*BRIEF*: Scan the entries below and return each line that contains "РЕМЕСЛЕННАЯ".

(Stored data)
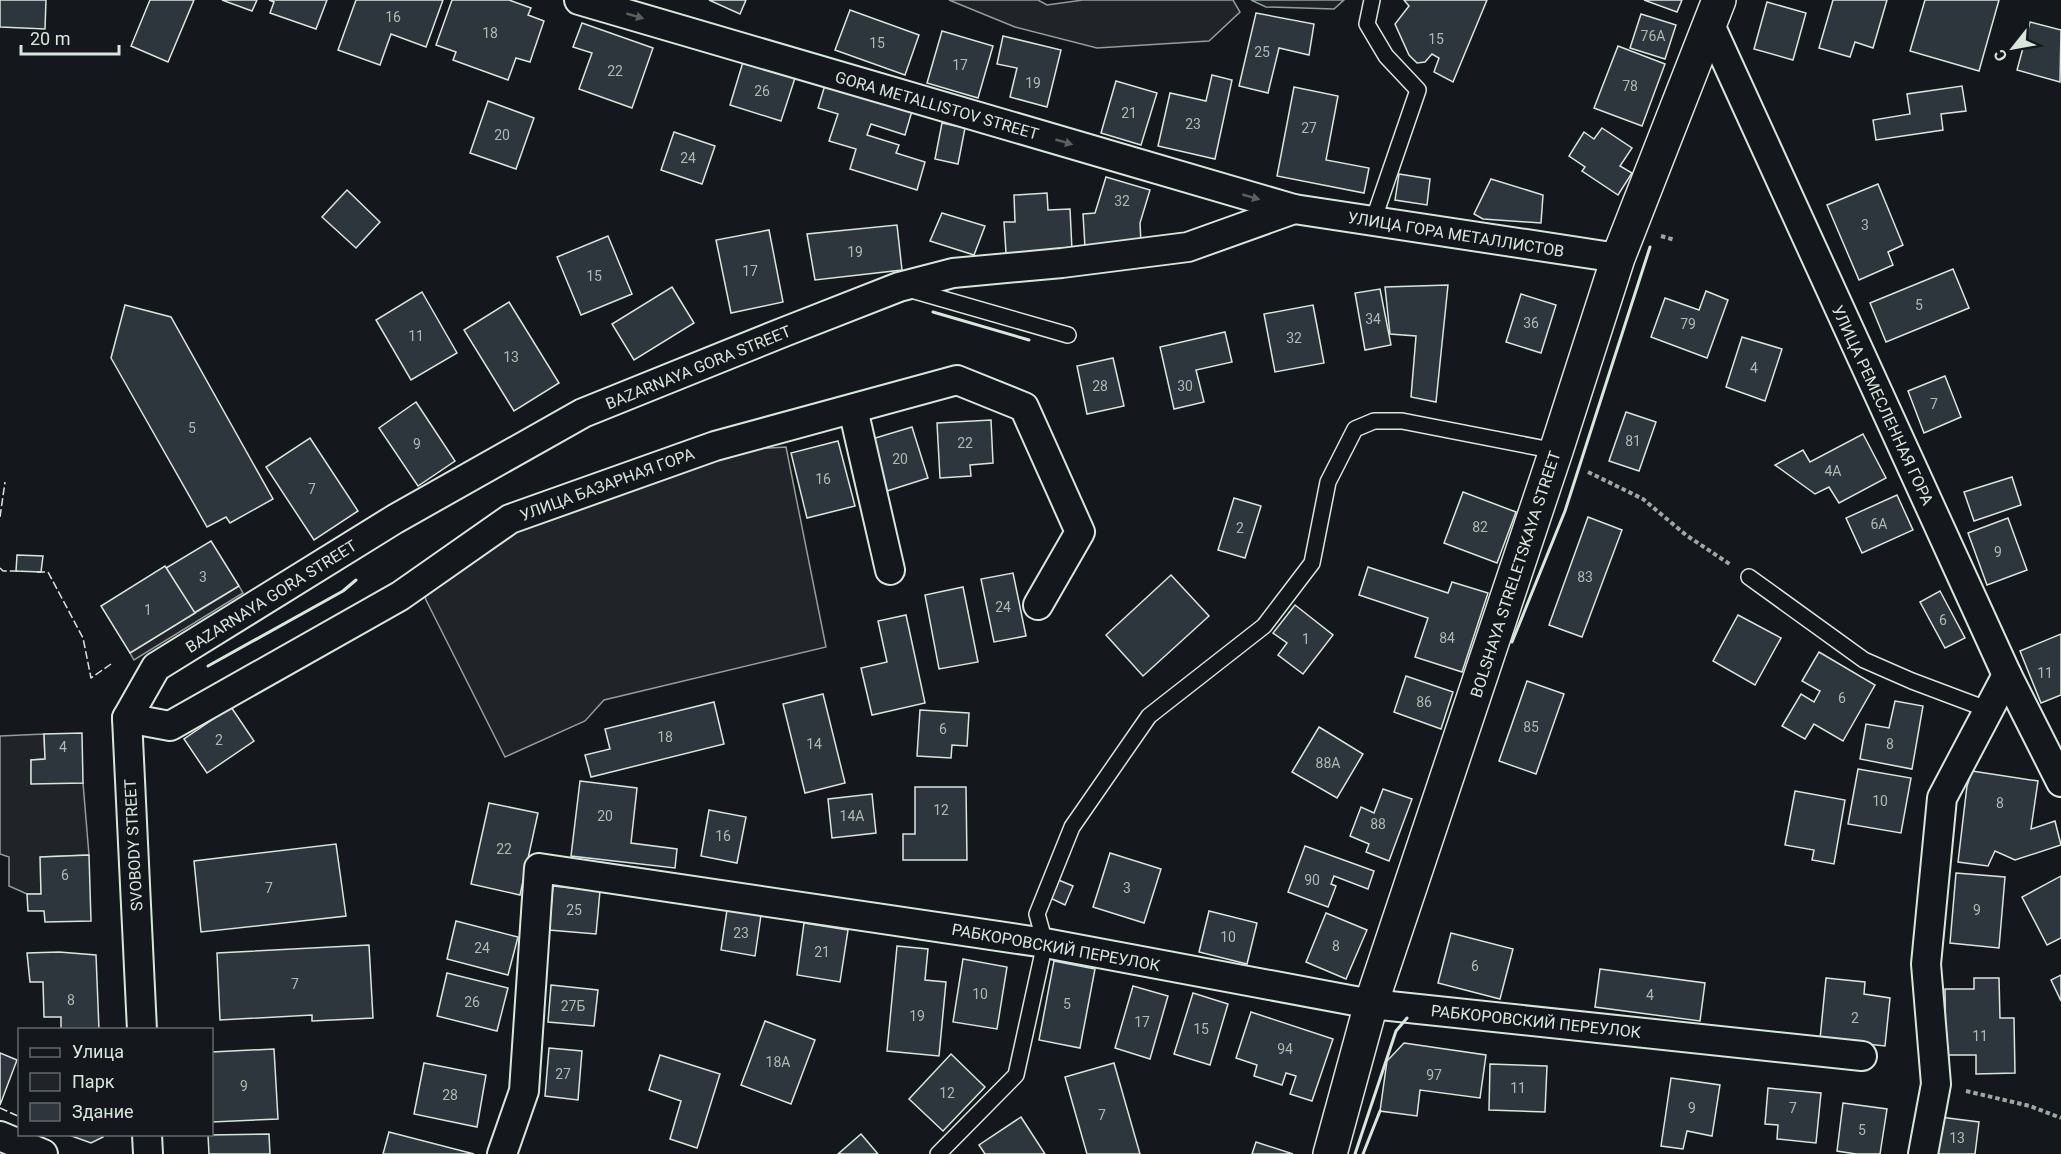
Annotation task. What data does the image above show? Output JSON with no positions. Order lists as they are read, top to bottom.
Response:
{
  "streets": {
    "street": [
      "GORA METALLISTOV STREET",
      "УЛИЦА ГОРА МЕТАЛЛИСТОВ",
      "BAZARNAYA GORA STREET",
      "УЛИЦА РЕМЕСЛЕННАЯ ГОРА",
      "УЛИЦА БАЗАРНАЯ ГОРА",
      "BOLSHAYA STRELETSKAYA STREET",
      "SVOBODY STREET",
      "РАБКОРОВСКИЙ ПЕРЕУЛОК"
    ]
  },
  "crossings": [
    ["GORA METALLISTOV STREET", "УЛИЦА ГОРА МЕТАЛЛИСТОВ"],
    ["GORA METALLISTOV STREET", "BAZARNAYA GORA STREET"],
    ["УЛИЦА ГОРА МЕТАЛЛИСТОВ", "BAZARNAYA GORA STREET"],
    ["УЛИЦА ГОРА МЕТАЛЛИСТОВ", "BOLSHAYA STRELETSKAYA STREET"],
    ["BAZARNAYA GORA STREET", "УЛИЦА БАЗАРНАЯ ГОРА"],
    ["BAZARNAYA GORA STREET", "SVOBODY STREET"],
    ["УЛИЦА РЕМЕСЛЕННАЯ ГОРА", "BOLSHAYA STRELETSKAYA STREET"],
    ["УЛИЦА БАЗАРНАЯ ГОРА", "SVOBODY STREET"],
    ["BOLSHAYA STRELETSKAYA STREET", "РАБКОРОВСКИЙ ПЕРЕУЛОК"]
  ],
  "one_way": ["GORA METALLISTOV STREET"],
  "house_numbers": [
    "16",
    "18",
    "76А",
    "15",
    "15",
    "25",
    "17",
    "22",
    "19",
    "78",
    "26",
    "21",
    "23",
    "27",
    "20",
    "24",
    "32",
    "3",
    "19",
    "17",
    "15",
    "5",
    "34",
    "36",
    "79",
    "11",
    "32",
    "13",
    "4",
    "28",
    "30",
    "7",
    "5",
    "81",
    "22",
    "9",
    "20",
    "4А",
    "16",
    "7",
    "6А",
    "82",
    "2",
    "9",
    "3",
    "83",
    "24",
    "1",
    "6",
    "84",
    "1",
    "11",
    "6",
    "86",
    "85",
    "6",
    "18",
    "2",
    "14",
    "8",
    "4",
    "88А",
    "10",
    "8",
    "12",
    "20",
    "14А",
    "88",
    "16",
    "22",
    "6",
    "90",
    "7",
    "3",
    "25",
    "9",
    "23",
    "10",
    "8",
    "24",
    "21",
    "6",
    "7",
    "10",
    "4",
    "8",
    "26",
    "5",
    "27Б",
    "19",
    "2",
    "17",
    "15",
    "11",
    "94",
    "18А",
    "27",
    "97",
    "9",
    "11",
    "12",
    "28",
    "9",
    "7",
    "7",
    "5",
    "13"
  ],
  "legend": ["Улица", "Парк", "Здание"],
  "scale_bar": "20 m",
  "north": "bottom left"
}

*ANSWER TO THIS PROBLEM*:
      "УЛИЦА РЕМЕСЛЕННАЯ ГОРА",
    ["УЛИЦА РЕМЕСЛЕННАЯ ГОРА", "BOLSHAYA STRELETSKAYA STREET"],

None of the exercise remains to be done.